The Bullish Case

Strongly trending markets don’t care about P/E ratios, inverted yield curves, the Presidents latest tweet or most everything else for that matter. Which is why it pays to watch price movement only and put everything else on "ignore". The semiconductor index, SMH, has always been my canary in the coal mine. It tends to lead stocks both up and down which is why it is a critical reticle into the US stock market and investors willingness towards risk. If its price is in an uptrend, risk is on and investors should be long stocks, very long. Of course, the opposite is also true. With that in mind let’s take a look at a price of SMH and see what it may be telling us.

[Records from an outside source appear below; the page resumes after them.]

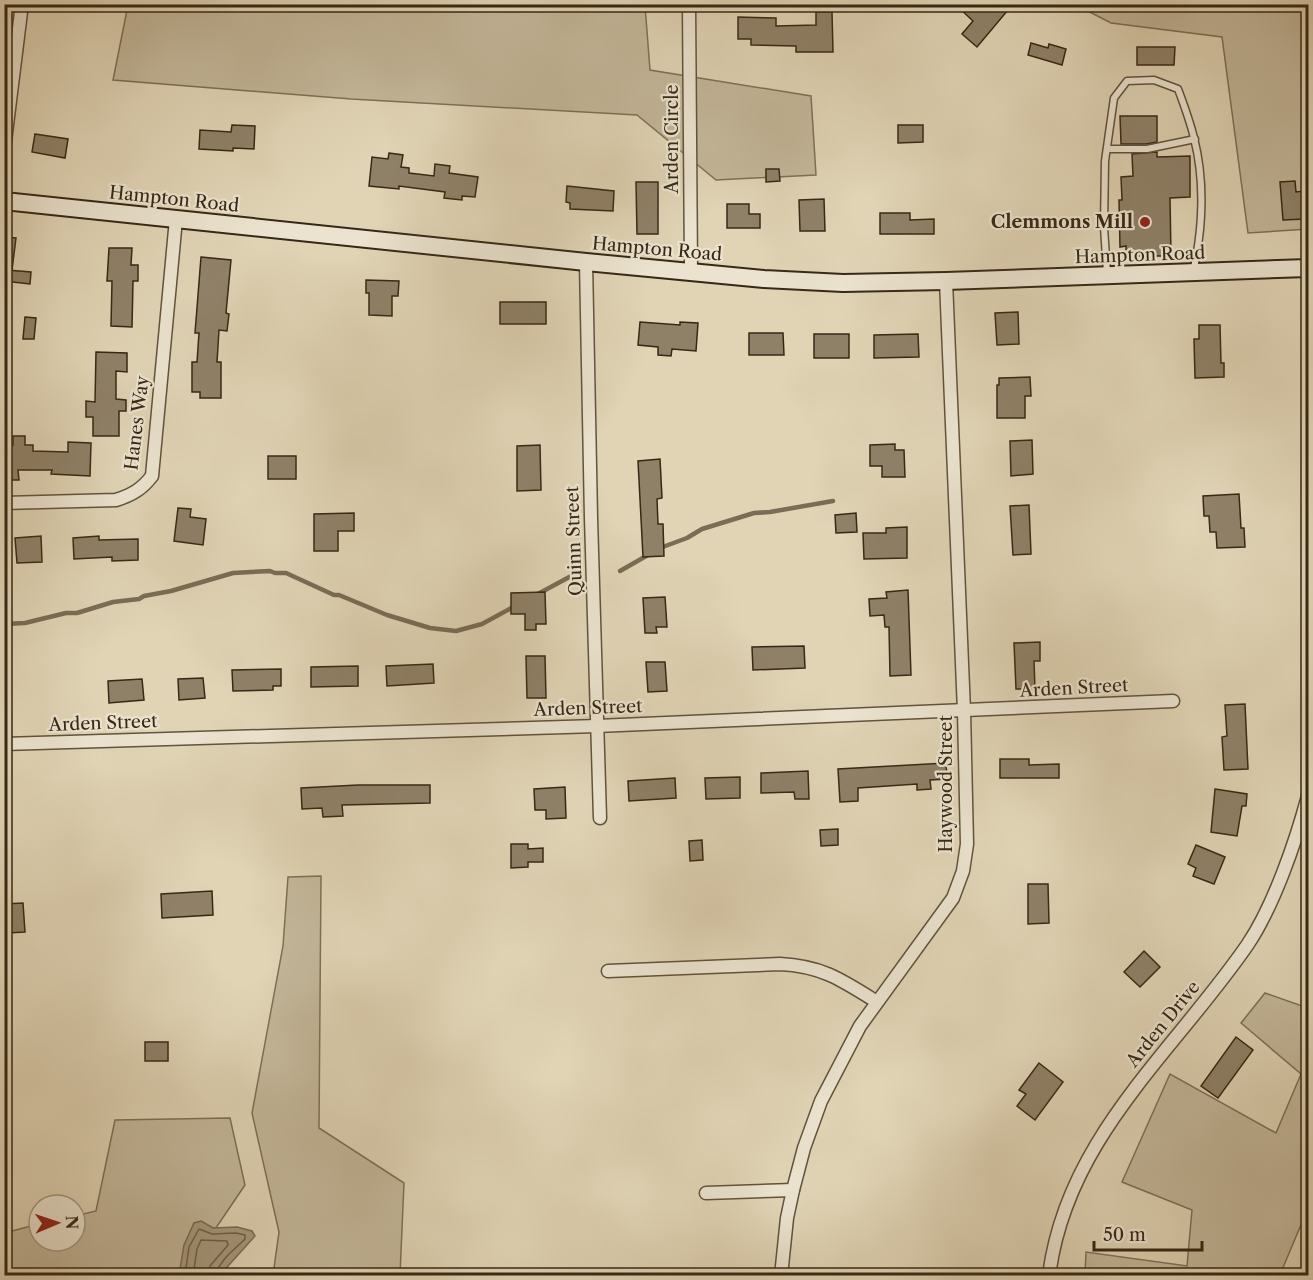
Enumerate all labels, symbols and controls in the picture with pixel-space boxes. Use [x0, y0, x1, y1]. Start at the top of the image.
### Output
street label: Arden Circle [661, 84, 683, 195]
street label: Hampton Road [108, 181, 240, 217]
place label: Clemmons Mill [991, 211, 1133, 233]
marker: Clemmons Mill [1138, 215, 1152, 229]
street label: Hampton Road [591, 232, 723, 266]
street label: Hampton Road [1074, 242, 1206, 268]
street label: Hanes Way [120, 373, 154, 472]
street label: Quinn Street [561, 485, 587, 596]
street label: Arden Street [1018, 674, 1130, 702]
street label: Arden Street [532, 695, 643, 721]
street label: Arden Street [47, 710, 158, 736]
street label: Haywood Street [935, 715, 957, 853]
street label: Arden Drive [1121, 976, 1204, 1072]
north arrow [27, 1193, 87, 1253]
scale bar [1094, 1214, 1202, 1252]
text: N [62, 1215, 82, 1230]
text: 50 m [1103, 1224, 1146, 1246]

san ramon cfp NAPFA invstment advisor smh 4-17-19.png

After falling, like the rest of the market to its Dec 24th lows, price rallied impulsively higher, with only a few small, minor pullbacks before testing the prior high (resistance/overhead supply) made in June of last year (red horizontal line). After pulling back 4 days, price resumed its move higher eventually gapping above that prior level of resistance on high volume (~40% greater than average daily volume). The gap was the first sign and when confirmed with high volume let us know institutions (almost $1B traded on that breakout day) were buying. I don’t need to repeat it but higher probability profitable investments come in the direction of the current trend and when institutions are accumulating. Both of which the current chart of SMH is signaling. For those already in this ETF, the good news is you now have a very clear, simple and well-defined exit plan. If price in the short term cannot hold above the recent breakout, that would be an ominously bearish signal warning it’s time to take profits and watch from the sidelines.

Sure, the market is richly valued, sure it is overbought on virtually every level but the semis are telling us buyers are in control. Don’t fight the trend.